Quanto ao estudo de história das religiões em idade avançada, vou discordar. Acho que isto deve ser estudado quando ainda se é jovem. Não é preciso ser muito entrado em anos para entender que se uma geografia tem um deus e outras geografias têm outros, então deus é invenção humana. Quem começa a estudar história das religiões logo perde a fé. Foi o que aconteceu com Ernest Renan, o mais importante historiador do cristianismo. Quando se perde a fé ainda jovem, ainda há tempo de viver a vida.

Há alguns anos, um amigo narrou-me uma tragédia das boas, daquelas sem volta. Um sacerdote já entrado nos 60 anos, que a havia perdido, debruçou-se sobre suas mãos e começou a chorar:

— Eles roubaram minha vida.

Roubaram mesmo. Mas se roubaram, é porque deixou-se roubar. “Te é melhor que se perca um dos teus membros do que seja todo o teu corpo lançado no inferno”, diz Mateus. Orígenes, teólogo e autor de Contra Celso, levou as Escrituras ao pé da letra e cortou o seu.

Verdade que minhas leituras de história das religiões foram um tanto tardias.
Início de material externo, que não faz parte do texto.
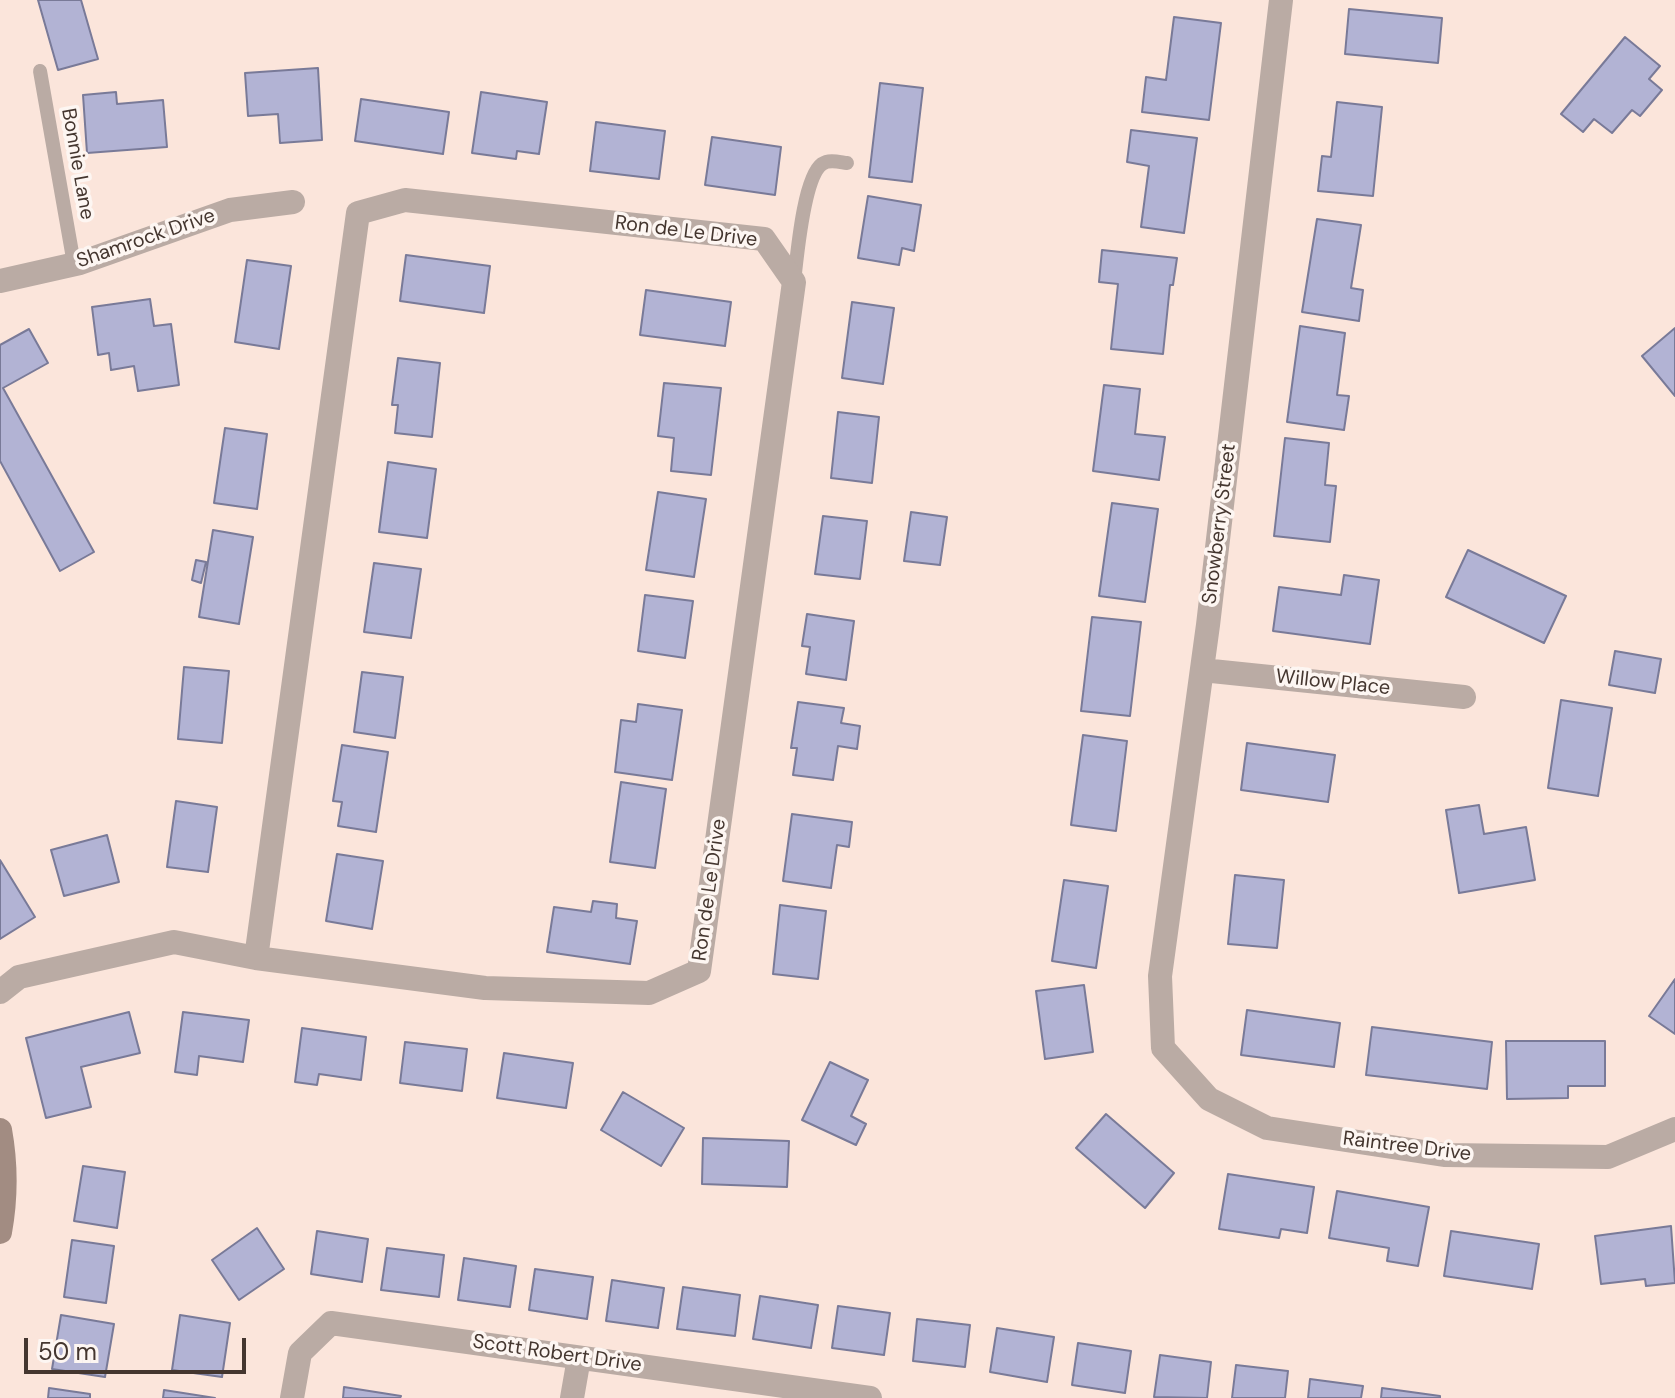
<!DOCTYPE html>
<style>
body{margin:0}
#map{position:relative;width:1675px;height:1398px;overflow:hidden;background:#fbe5db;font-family:"DM Sans",sans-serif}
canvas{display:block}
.scale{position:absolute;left:24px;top:1338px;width:222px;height:36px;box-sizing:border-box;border:4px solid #44362f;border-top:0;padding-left:10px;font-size:24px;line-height:28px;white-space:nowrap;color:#44362f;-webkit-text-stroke:6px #fdf6f2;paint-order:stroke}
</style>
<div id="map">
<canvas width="1675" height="1398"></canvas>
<div class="scale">50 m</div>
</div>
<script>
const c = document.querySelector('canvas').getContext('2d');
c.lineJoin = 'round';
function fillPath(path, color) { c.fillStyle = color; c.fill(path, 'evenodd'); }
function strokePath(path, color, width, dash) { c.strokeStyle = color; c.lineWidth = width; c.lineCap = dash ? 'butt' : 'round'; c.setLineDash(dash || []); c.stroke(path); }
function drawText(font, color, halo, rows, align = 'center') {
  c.font = font + ' "DM Sans",sans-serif'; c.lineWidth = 7; c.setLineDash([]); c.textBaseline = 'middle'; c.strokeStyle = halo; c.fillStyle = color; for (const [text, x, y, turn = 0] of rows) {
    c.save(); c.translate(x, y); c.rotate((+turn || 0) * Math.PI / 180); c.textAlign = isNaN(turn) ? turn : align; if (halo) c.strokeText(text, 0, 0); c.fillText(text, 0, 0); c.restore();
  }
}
const building = new Path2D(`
 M38,0h43l17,59 -40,11z
 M1349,9l93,9 -4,45 -93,-9z
 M1174,17l47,6 -12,97 -67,-8 4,-35 20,3z
 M1625,37l35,29 -11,13 13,11 -22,26 -8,-6 -20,23 -18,-14 -11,13 -22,-18z
 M318,68l4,72 -42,3 -2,-29 -30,2 -3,-43z
 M880,83l43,5 -11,94 -43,-5z
 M116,92l1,12 46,-4 4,47 -80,6 -4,-58z
 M481,92l66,10 -8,52 -22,-3 -1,8 -44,-6z
 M361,99l88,13 -6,42 -88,-13z
 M1337,102l45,5 -9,89 -55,-5 4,-35 9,1z
 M596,122l69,9 -6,48 -69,-8z
 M1131,130l66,8 -13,95 -43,-6 8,-61 -22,-4z
 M712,137l69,10 -6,48 -70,-10z
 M868,196l53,9 -7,46 -12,-3 -3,17 -41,-7z
 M1317,219l44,6 -10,63 12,2 -4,31 -57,-9z
 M1102,250l75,8 -4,27h-3l-7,69 -52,-5 7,-65 -19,-2z
 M406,255l84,11 -6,47 -84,-12z
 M247,260l44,6 -12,83 -44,-7z
 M646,290l85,12 -6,44 -85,-11z
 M150,299l4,27 17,-2 8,61 -41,6 -4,-25 -23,4 -2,-17 -11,2 -6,-48z
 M852,302l42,6 -11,76 -41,-6z
 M1300,326l45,7 -8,62 12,1 -5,34 -57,-8z
 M1675,328v68l-33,-40z
 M29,329l19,34 -45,25 91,164 -34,19 -60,-110v-116z
 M398,358l42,5 -8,74 -37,-4 3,-28h-6z
 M664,383l57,5 -10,87 -40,-4 3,-33 -16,-2z
 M1104,385l36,4 -5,45 30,3 -6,43 -66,-9z
 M838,412l41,5 -7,66 -41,-5z
 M225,428l42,6 -10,75 -43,-6z
 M1285,438l44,5 -4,42 11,1 -6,56 -56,-6z
 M388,462l48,7 -9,69 -48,-6z
 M658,492l48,7 -12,78 -48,-7z
 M1112,503l46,6 -13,93 -46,-6z
 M911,512l36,5 -7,48 -36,-4z
 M823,516l44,5 -7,58 -45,-5z
 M213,530l40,7 -14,87 -40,-7z
 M1468,550l98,46 -22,47 -98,-46z
 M196,560l10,2 -5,21 -9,-3z
 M374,563l47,6 -10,69 -47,-6z
 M1344,575l35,5 -9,64 -97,-13 6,-44 62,8z
 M645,595l48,6 -8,57 -47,-7z
 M807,614l47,7 -8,59 -40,-6 4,-27 -8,-1z
 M1092,617l49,5 -11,94 -49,-5z
 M1615,651l46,8 -6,34 -46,-8z
 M184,667l45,4 -7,72 -44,-4z
 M362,672l41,5 -8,61 -41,-6z
 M1561,700l51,8 -14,88 -50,-8z
 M798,702l46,6 -3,15 19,3 -3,23 -19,-3 -5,34 -40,-5 4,-27h-6z
 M638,704l44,6 -10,70 -57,-8 6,-52 15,2z
 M1083,735l44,6 -11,90 -45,-6z
 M1247,743l88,12 -7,47 -87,-12z
 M342,745l46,7 -12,80 -38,-6 4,-24 -9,-1z
 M621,782l45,7 -11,79 -45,-6z
 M176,801l41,6 -9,65 -41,-5z
 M1479,805l5,29 42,-7 9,53 -76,13 -13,-83z
 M792,814l60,8 -3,25 -12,-2 -6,43 -48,-7z
 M107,835l12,47 -55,14 -13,-46z
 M337,854l46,7 -11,68 -46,-8z
 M0,860l35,57 -35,22z
 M1235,875l49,5 -7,68 -49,-4z
 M1064,880l44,6 -12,82 -44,-7z
 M593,901l24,3 -1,14 21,3 -7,43 -83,-12 7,-45 37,5z
 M780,905l46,6 -8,68 -45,-5z
 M1675,979v55l-26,-18z
 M1084,985l9,67 -48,7 -9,-68z
 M1247,1010l93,13 -6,44 -93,-12z
 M129,1012l11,41 -59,14 10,40 -45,11 -20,-80z
 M183,1012l66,8 -6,42 -44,-6 -2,19 -22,-3z
 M1372,1027l120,15 -5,47 -121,-14z
 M302,1028l64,9 -5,43 -42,-6 -2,11 -22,-3z
 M1506,1041h99v45h-37v12l-61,1z
 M405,1042l62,7 -5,42 -62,-8z
 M504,1053l69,10 -7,45 -69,-10z
 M830,1062l38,18 -17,36 15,8 -10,21 -54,-25z
 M623,1092l61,36 -23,38 -60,-36z
 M1106,1114l68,59 -29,35 -69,-60z
 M703,1138l86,3 -2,46 -85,-3z
 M83,1166l42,6 -8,56 -43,-7z
 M1228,1174l86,13 -7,46 -26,-4 -2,9 -60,-9z
 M1337,1191l92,16 -11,59 -31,-5 2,-13 -60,-10z
 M1671,1226l4,57 -29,3 -1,-7 -44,5 -6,-48z
 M257,1228l27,41 -45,31 -27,-40z
 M317,1231l51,8 -6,43 -51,-8z
 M1451,1231l88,13 -7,45 -88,-13z
 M72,1240l42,6 -8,57 -42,-6z
 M387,1248l57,7 -5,42 -58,-7z
 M464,1258l52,8 -6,41 -52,-7z
 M535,1269l58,8 -6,42 -58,-9z
 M612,1280l52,8 -6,40 -52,-7z
 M683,1287l57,8 -5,41 -58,-7z
 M760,1296l58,9 -7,43 -58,-9z
 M838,1306l52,7 -6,42 -52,-7z
 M61,1315l53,9 -9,53 -53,-8z
 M180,1315l50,8 -8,54 -50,-7z
 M917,1319l53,6 -5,42 -52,-6z
 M997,1328l57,9 -7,45 -57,-10z
 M1078,1343l53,8 -6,42 -53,-8z
 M1160,1355l51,7 -4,36 -53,-1z
 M1236,1365l52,6 -3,27h-53z
 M1310,1379l53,7 -2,12h-53z
 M344,1387l57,9 -1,2h-57z
 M49,1388l41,6v4h-42z
 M1382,1388l58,8v2h-59z
 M164,1390l51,8h-52z`);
const lane = new Path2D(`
 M40,71l34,193
 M794,282c3,-24 9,-104 28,-118 7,-5 17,-2 25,-1`);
const street = new Path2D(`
 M1281,0l-73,625 -48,351 3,72 46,51 58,29 177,27 164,2 67,-28
 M0,281l80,-18 150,-53 63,-8
 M1202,670l262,27
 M0,992l19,-15 155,-35 82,16 229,30 164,5 50,-22 95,-689 -30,-43 -359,-39 -47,13 -102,745
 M292,1398l8,-45 31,-30 539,75
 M572,1398l7,-40`);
const secondary = new Path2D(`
 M0,1130c6,33 6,69 0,102`);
const streetNames = [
 ["Bonnie Lane",77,164,80],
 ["Ron de Le Drive",686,232,7],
 ["Shamrock Drive",146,239,-19],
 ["Snowberry Street",1220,524,-83],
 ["Willow Place",1333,683,6],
 ["Ron de Le Drive",710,890,-82],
 ["Raintree Drive",1407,1147,7],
 ["Scott Robert Drive",557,1354,8]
];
fillPath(building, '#b2b3d4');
strokePath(building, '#797a98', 2);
strokePath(lane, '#baaba4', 14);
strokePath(street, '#baaba4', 24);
strokePath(secondary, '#a28c82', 24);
drawText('20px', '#44362f', '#fdf6f2', streetNames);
</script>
Hoje, é minha literatura preferida, e os livros sobre o assunto ocupam várias estantes de minha biblioteca. Mas pelo menos tive o bom senso de largar a craca cristão na adolescência.

Dediquei-me então a recuperar o tempo perdido. Dizem que a carne é fraca. Nada disso. A carne é forte. Tanto que sempre vence.